### SOURCE DATA

--- START ---

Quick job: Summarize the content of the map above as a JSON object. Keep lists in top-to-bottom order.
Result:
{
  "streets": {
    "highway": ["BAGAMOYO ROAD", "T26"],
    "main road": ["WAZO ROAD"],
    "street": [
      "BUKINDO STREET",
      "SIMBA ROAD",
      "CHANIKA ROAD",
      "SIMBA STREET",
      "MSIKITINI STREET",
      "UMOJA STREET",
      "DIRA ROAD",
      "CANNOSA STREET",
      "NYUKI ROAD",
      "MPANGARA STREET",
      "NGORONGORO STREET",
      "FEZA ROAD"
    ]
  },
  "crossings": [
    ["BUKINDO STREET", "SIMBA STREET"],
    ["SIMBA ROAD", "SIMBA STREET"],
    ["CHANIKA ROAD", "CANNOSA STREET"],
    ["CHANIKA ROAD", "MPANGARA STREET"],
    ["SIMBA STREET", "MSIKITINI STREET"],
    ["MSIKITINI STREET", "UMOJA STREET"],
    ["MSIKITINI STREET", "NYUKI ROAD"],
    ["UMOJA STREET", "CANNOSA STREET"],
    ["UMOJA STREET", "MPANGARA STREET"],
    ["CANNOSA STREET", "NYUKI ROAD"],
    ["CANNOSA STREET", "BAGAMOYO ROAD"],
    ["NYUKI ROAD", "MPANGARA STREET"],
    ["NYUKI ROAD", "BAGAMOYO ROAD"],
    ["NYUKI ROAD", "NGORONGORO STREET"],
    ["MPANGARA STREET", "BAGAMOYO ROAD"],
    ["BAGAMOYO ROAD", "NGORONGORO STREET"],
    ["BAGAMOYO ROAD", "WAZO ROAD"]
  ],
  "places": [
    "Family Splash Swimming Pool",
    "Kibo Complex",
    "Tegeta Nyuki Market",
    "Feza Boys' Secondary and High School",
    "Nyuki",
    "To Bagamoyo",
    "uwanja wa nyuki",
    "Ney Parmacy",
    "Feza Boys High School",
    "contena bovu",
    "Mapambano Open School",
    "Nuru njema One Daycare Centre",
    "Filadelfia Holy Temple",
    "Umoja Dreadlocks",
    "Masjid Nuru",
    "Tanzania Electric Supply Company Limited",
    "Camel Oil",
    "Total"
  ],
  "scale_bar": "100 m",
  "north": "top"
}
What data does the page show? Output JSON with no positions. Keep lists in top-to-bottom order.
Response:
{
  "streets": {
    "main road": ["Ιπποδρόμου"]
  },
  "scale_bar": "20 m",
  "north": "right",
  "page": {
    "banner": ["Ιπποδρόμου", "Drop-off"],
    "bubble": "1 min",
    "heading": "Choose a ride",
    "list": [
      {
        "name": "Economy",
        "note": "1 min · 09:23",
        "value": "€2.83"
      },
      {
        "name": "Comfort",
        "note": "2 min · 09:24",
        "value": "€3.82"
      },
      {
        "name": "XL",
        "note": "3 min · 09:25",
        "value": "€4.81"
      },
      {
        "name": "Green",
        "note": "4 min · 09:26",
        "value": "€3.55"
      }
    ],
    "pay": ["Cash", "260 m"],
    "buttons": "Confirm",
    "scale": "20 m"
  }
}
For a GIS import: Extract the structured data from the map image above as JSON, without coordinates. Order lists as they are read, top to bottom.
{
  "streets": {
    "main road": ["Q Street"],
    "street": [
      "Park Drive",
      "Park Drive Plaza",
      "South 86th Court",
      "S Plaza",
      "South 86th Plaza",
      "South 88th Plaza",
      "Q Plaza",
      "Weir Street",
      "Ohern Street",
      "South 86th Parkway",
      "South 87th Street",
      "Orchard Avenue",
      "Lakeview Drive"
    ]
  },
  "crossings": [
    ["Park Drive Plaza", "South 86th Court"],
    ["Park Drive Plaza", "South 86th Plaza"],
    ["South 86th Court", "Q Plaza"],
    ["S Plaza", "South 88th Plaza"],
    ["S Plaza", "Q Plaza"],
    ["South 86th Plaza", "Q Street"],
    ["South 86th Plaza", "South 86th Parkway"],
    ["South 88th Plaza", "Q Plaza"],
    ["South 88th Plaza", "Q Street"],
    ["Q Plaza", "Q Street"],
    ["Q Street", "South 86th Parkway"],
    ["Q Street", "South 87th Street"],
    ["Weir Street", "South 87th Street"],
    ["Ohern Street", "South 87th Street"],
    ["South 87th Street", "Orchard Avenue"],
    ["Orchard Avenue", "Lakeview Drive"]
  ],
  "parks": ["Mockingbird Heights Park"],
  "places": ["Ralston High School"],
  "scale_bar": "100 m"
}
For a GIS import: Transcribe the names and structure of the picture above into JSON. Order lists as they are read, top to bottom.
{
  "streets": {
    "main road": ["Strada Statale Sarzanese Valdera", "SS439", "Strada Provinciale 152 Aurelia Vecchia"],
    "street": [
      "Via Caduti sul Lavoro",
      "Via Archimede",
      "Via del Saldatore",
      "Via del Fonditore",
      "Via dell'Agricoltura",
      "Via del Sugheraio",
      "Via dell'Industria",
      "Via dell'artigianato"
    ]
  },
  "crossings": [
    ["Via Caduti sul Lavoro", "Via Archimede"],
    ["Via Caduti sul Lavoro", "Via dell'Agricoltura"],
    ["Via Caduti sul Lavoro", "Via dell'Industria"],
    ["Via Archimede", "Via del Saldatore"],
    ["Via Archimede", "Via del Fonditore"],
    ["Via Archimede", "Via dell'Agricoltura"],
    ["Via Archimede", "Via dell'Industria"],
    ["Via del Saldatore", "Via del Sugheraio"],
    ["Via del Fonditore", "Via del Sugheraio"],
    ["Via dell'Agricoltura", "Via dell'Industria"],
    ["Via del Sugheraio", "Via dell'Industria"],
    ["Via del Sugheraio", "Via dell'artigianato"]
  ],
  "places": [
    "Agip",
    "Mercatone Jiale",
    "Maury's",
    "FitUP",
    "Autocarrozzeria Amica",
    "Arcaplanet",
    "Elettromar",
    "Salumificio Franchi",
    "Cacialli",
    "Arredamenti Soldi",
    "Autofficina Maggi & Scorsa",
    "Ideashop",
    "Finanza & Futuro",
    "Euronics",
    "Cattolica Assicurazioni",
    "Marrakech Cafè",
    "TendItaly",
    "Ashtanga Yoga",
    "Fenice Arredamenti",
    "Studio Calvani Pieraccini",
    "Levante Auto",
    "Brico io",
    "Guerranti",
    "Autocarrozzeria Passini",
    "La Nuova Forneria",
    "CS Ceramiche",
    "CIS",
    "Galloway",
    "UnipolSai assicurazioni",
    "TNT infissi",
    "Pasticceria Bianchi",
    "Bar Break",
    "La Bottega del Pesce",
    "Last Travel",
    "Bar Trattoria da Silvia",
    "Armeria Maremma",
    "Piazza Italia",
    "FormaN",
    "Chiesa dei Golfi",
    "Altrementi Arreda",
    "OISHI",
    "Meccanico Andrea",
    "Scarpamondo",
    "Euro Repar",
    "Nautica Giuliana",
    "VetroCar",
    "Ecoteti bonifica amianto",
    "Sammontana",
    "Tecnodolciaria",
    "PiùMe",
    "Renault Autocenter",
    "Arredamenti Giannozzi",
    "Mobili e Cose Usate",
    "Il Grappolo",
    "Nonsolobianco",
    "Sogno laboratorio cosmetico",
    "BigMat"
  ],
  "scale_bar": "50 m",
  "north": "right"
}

--- END ---

### WHAT YOU HAVE TO DO
Start to finish, copy the records above with no differences.

### RESULT OF THE TASK
Quick job: Summarize the content of the map above as a JSON object. Keep lists in top-to-bottom order.
Result:
{
  "streets": {
    "highway": ["BAGAMOYO ROAD", "T26"],
    "main road": ["WAZO ROAD"],
    "street": [
      "BUKINDO STREET",
      "SIMBA ROAD",
      "CHANIKA ROAD",
      "SIMBA STREET",
      "MSIKITINI STREET",
      "UMOJA STREET",
      "DIRA ROAD",
      "CANNOSA STREET",
      "NYUKI ROAD",
      "MPANGARA STREET",
      "NGORONGORO STREET",
      "FEZA ROAD"
    ]
  },
  "crossings": [
    ["BUKINDO STREET", "SIMBA STREET"],
    ["SIMBA ROAD", "SIMBA STREET"],
    ["CHANIKA ROAD", "CANNOSA STREET"],
    ["CHANIKA ROAD", "MPANGARA STREET"],
    ["SIMBA STREET", "MSIKITINI STREET"],
    ["MSIKITINI STREET", "UMOJA STREET"],
    ["MSIKITINI STREET", "NYUKI ROAD"],
    ["UMOJA STREET", "CANNOSA STREET"],
    ["UMOJA STREET", "MPANGARA STREET"],
    ["CANNOSA STREET", "NYUKI ROAD"],
    ["CANNOSA STREET", "BAGAMOYO ROAD"],
    ["NYUKI ROAD", "MPANGARA STREET"],
    ["NYUKI ROAD", "BAGAMOYO ROAD"],
    ["NYUKI ROAD", "NGORONGORO STREET"],
    ["MPANGARA STREET", "BAGAMOYO ROAD"],
    ["BAGAMOYO ROAD", "NGORONGORO STREET"],
    ["BAGAMOYO ROAD", "WAZO ROAD"]
  ],
  "places": [
    "Family Splash Swimming Pool",
    "Kibo Complex",
    "Tegeta Nyuki Market",
    "Feza Boys' Secondary and High School",
    "Nyuki",
    "To Bagamoyo",
    "uwanja wa nyuki",
    "Ney Parmacy",
    "Feza Boys High School",
    "contena bovu",
    "Mapambano Open School",
    "Nuru njema One Daycare Centre",
    "Filadelfia Holy Temple",
    "Umoja Dreadlocks",
    "Masjid Nuru",
    "Tanzania Electric Supply Company Limited",
    "Camel Oil",
    "Total"
  ],
  "scale_bar": "100 m",
  "north": "top"
}
What data does the page show? Output JSON with no positions. Keep lists in top-to-bottom order.
Response:
{
  "streets": {
    "main road": ["Ιπποδρόμου"]
  },
  "scale_bar": "20 m",
  "north": "right",
  "page": {
    "banner": ["Ιπποδρόμου", "Drop-off"],
    "bubble": "1 min",
    "heading": "Choose a ride",
    "list": [
      {
        "name": "Economy",
        "note": "1 min · 09:23",
        "value": "€2.83"
      },
      {
        "name": "Comfort",
        "note": "2 min · 09:24",
        "value": "€3.82"
      },
      {
        "name": "XL",
        "note": "3 min · 09:25",
        "value": "€4.81"
      },
      {
        "name": "Green",
        "note": "4 min · 09:26",
        "value": "€3.55"
      }
    ],
    "pay": ["Cash", "260 m"],
    "buttons": "Confirm",
    "scale": "20 m"
  }
}
For a GIS import: Extract the structured data from the map image above as JSON, without coordinates. Order lists as they are read, top to bottom.
{
  "streets": {
    "main road": ["Q Street"],
    "street": [
      "Park Drive",
      "Park Drive Plaza",
      "South 86th Court",
      "S Plaza",
      "South 86th Plaza",
      "South 88th Plaza",
      "Q Plaza",
      "Weir Street",
      "Ohern Street",
      "South 86th Parkway",
      "South 87th Street",
      "Orchard Avenue",
      "Lakeview Drive"
    ]
  },
  "crossings": [
    ["Park Drive Plaza", "South 86th Court"],
    ["Park Drive Plaza", "South 86th Plaza"],
    ["South 86th Court", "Q Plaza"],
    ["S Plaza", "South 88th Plaza"],
    ["S Plaza", "Q Plaza"],
    ["South 86th Plaza", "Q Street"],
    ["South 86th Plaza", "South 86th Parkway"],
    ["South 88th Plaza", "Q Plaza"],
    ["South 88th Plaza", "Q Street"],
    ["Q Plaza", "Q Street"],
    ["Q Street", "South 86th Parkway"],
    ["Q Street", "South 87th Street"],
    ["Weir Street", "South 87th Street"],
    ["Ohern Street", "South 87th Street"],
    ["South 87th Street", "Orchard Avenue"],
    ["Orchard Avenue", "Lakeview Drive"]
  ],
  "parks": ["Mockingbird Heights Park"],
  "places": ["Ralston High School"],
  "scale_bar": "100 m"
}
For a GIS import: Transcribe the names and structure of the picture above into JSON. Order lists as they are read, top to bottom.
{
  "streets": {
    "main road": ["Strada Statale Sarzanese Valdera", "SS439", "Strada Provinciale 152 Aurelia Vecchia"],
    "street": [
      "Via Caduti sul Lavoro",
      "Via Archimede",
      "Via del Saldatore",
      "Via del Fonditore",
      "Via dell'Agricoltura",
      "Via del Sugheraio",
      "Via dell'Industria",
      "Via dell'artigianato"
    ]
  },
  "crossings": [
    ["Via Caduti sul Lavoro", "Via Archimede"],
    ["Via Caduti sul Lavoro", "Via dell'Agricoltura"],
    ["Via Caduti sul Lavoro", "Via dell'Industria"],
    ["Via Archimede", "Via del Saldatore"],
    ["Via Archimede", "Via del Fonditore"],
    ["Via Archimede", "Via dell'Agricoltura"],
    ["Via Archimede", "Via dell'Industria"],
    ["Via del Saldatore", "Via del Sugheraio"],
    ["Via del Fonditore", "Via del Sugheraio"],
    ["Via dell'Agricoltura", "Via dell'Industria"],
    ["Via del Sugheraio", "Via dell'Industria"],
    ["Via del Sugheraio", "Via dell'artigianato"]
  ],
  "places": [
    "Agip",
    "Mercatone Jiale",
    "Maury's",
    "FitUP",
    "Autocarrozzeria Amica",
    "Arcaplanet",
    "Elettromar",
    "Salumificio Franchi",
    "Cacialli",
    "Arredamenti Soldi",
    "Autofficina Maggi & Scorsa",
    "Ideashop",
    "Finanza & Futuro",
    "Euronics",
    "Cattolica Assicurazioni",
    "Marrakech Cafè",
    "TendItaly",
    "Ashtanga Yoga",
    "Fenice Arredamenti",
    "Studio Calvani Pieraccini",
    "Levante Auto",
    "Brico io",
    "Guerranti",
    "Autocarrozzeria Passini",
    "La Nuova Forneria",
    "CS Ceramiche",
    "CIS",
    "Galloway",
    "UnipolSai assicurazioni",
    "TNT infissi",
    "Pasticceria Bianchi",
    "Bar Break",
    "La Bottega del Pesce",
    "Last Travel",
    "Bar Trattoria da Silvia",
    "Armeria Maremma",
    "Piazza Italia",
    "FormaN",
    "Chiesa dei Golfi",
    "Altrementi Arreda",
    "OISHI",
    "Meccanico Andrea",
    "Scarpamondo",
    "Euro Repar",
    "Nautica Giuliana",
    "VetroCar",
    "Ecoteti bonifica amianto",
    "Sammontana",
    "Tecnodolciaria",
    "PiùMe",
    "Renault Autocenter",
    "Arredamenti Giannozzi",
    "Mobili e Cose Usate",
    "Il Grappolo",
    "Nonsolobianco",
    "Sogno laboratorio cosmetico",
    "BigMat"
  ],
  "scale_bar": "50 m",
  "north": "right"
}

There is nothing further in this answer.